Cecily Apatt wrote: "...I just noted the phrase "sorrowful pleasure" from War & Peace..."

I do love a good oxymoron. Thanks.

message 12: by Christina (new) - added it

Christina Perhaps you could put "spoiler alert" in this review? I have not yet year of floods and your review told me the ending scene.

message 13: by Cecily (last edited Sep 19, 2013 12:13AM) (new) - rated it 4 stars

Cecily Sorry you're upset, Christina. However, my review doesn't say anything at all about what happens, merely that (view spoiler). It doesn't even say if it goes on to hint or tell you what might happen after that glimpse. Rest assured, I really don't think it will spoil anything for you. Nevertheless, I have put that sentence in spoiler tags.

Teresa "... the writing style and overall format is quite different."

Which is one of the reasons I liked O&C better than this one.

message 15: by Cecily (last edited Oct 17, 2014 05:37AM) (new) - rated it 4 stars

Cecily I rather liked the contrasting styles of the first two.

Then MaddAddam tried to combine those styles, though I think it's failings as a novel were not so much that, as the fact it didn't really add anything worthwhile to the story outlined in the previous two.

message 16: by Dolors (new)

Dolors I also remember being somehow put off by the abrupt --and desolate--ending in "The Handmaid Tale". This is one of the reasons why I have been postponing revisiting Atwood's novels.

Cecily Atwood's not an obvious go-to author if you like tidy happy endings (which I don't especially).

Teresa I agree about the 3rd volume of the trilogy, Cecily, though my main issue was with its narration.

Cecily Teresa wrote: "I agree about the 3rd volume of the trilogy, Cecily, though my main issue was with its narration."
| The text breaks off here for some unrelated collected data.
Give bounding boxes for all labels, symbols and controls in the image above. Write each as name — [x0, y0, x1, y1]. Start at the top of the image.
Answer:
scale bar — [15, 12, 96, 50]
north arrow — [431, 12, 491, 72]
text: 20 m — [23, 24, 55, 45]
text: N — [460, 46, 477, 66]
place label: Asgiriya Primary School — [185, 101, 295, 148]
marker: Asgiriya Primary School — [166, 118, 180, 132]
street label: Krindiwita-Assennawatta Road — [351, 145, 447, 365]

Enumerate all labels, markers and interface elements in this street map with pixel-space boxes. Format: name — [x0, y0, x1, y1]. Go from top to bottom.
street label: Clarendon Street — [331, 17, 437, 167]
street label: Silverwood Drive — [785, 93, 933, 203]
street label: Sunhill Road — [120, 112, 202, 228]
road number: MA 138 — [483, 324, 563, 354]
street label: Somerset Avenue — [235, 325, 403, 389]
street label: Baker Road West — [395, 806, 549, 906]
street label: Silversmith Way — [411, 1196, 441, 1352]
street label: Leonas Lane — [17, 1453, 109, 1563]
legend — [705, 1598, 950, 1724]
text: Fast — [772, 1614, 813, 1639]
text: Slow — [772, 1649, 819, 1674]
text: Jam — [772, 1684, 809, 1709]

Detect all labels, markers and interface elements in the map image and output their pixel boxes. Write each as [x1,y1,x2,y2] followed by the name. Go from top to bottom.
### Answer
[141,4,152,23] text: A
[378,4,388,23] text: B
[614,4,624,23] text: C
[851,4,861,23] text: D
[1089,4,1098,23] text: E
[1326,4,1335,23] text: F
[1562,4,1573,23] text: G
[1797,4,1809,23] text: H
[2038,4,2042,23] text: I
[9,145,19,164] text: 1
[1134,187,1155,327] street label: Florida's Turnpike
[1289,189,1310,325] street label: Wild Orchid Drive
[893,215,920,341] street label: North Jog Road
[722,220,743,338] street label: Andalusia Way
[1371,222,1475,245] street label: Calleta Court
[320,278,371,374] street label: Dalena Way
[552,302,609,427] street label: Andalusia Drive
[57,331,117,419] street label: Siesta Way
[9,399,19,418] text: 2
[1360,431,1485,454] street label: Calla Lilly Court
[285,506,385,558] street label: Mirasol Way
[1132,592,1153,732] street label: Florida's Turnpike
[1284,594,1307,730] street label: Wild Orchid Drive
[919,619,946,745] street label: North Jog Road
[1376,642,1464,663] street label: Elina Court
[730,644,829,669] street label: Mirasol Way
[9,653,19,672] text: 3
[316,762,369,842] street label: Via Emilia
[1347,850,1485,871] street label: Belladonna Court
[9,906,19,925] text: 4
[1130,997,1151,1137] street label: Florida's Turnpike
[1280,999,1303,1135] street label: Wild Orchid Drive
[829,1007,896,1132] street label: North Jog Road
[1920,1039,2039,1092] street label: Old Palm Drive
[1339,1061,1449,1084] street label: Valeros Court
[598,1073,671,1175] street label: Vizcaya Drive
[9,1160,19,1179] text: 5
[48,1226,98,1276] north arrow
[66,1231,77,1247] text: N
I've read so many reviews of these books in the last 48 hours, I'm losing track somewhat I liked the contrasting narrative styles of Oryx and Crake compared with Year of the Flood. But MaddAddam tried to combine both, but I've mentioned that in my review of MaddAddam (https://www.goodreads.com/review/show...).

Teresa Cecily wrote: "... "I liked the contrasting narrative styles of Oryx and Crake compared with Year of the Flood."

I agree. The Year of the Flood's narration was almost as banal as Zeb's -- a good word you used for his in one of your comments under one of the reviews -- I too am losing track!